Only Yesterday Blu-ray review

Isao Takahata’s Only Yesterday is an almost forgotten film from Studio Ghibli’s esteemed catalogue of animated masterpieces. It is a rare and beautiful thing to discover something new from one of the giants of Japanese animation, and this film comfortably exceeds the weight of expectation. Following its brief cinematic run, it is now being released on blu-ray with a new English soundtrack, featuring the vocal work of Daisy Ridley (Star Wars: The Force Awakens) and Dev Patel (Slumdog Millionaire).

Whilst I’m sure the purists among you will only watch the film with the original Japanese audio, I can tell you that having watched it twice; once in English, and once in Japanese with subtitles, the English version is not just excellent, it is better. Heresy, I’m sure, but the new script translation by David Freedman, overseen by Studio Ghibli producer Geoffrey Wexler, captures so much more nuance and emotion than the subtitles do. The delicate phraseology and manner of speech is lost in the subs, with many lines of dialogue being clipped and edited for easier reading.

And anyway, who would want to concentrate on words, when the images are this beautiful? Set in 1982, Only Yesterday tells the story of Taeko, a 27 year old, unmarried woman, living and working in Tokyo. For her holiday she takes a trip to the country, where she is going to work in the fields picking safflowers during the harvest. On the sleeper train she is overcome with memories of her childhood, specifically her fifth grade self in 1966. The film seamlessly switches between past and present with dreamlike artistry. Both time periods are clearly delineated, with the sharp, classic anime colours for 1982, contrasted with the muted colour scheme and hazy soft focus of 1966. The white space around the edge of the frame indicating the blurry edges of memory.

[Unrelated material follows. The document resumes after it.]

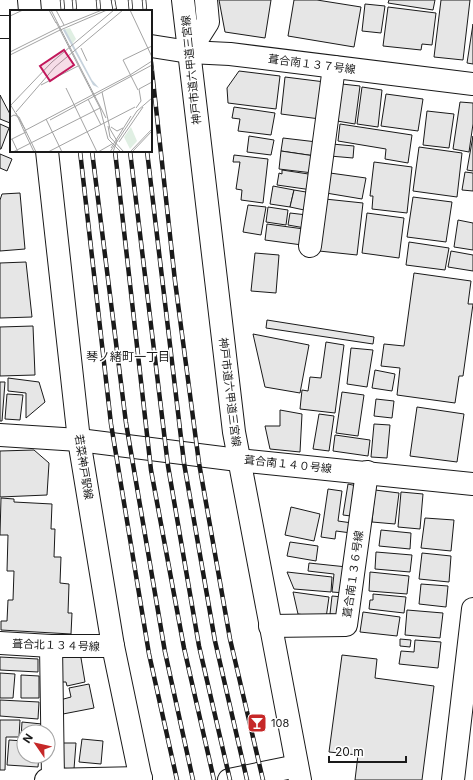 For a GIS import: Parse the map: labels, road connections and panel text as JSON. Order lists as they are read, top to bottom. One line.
{"streets":{"street":["葺合南１３７号線","神戸市道六甲道三宮線","葺合南１４０号線","若菜神戸駅線","葺合南１３６号線","葺合北１３４号線"]},"crossings":[["葺合南１３７号線","神戸市道六甲道三宮線"],["神戸市道六甲道三宮線","葺合南１４０号線"],["神戸市道六甲道三宮線","葺合南１３６号線"],["葺合南１４０号線","若菜神戸駅線"],["葺合南１４０号線","葺合南１３６号線"],["若菜神戸駅線","葺合北１３４号線"]],"districts":["琴ノ緒町一丁目"],"places":{"bar":["108"]},"scale_bar":"20 m","north":"top left"}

When Taeko arrives in the country, she is met by Toshio, a young farmer. As they spend time together a potential romance blossoms, and Taeko becomes even more nostalgic for the past. There are events in her past (some good and some bad) that have shaped the woman she has become, and she must confront and understand these in order to better understand herself. There’s the memory of her first crush, the awkwardness of puberty, the joy of discovering The Beatles, the pain of an overheard conversation not meant for her ears, and the strained relationship with her detached father.

It is almost like an animated Ingmar Bergman film. A sort of anime version of Wild Strawberries. This isn’t a film that western audiences would ordinarily associate with animation, and this is perhaps why it has taken so long for it to be widely available. It is crucially not a kids film. It is nearly two hours long, and there is no fantasy or whimsy, or any of the other supernatural elements so synonymous with Studio Ghibli. This is a film about the emotional weight of memory, the collections of trauma and joy we carry in our subconscious. It is also a film about Japan’s relationship with agriculture, and the role of women in society.

Only Yesterday is an astonishing film. Beautiful and insightful. It perfectly grasps the complex psychology of growing up. All the pain, happiness and embarrassment that stays with us forever. You’d have to be made of stone not to be moved the ending.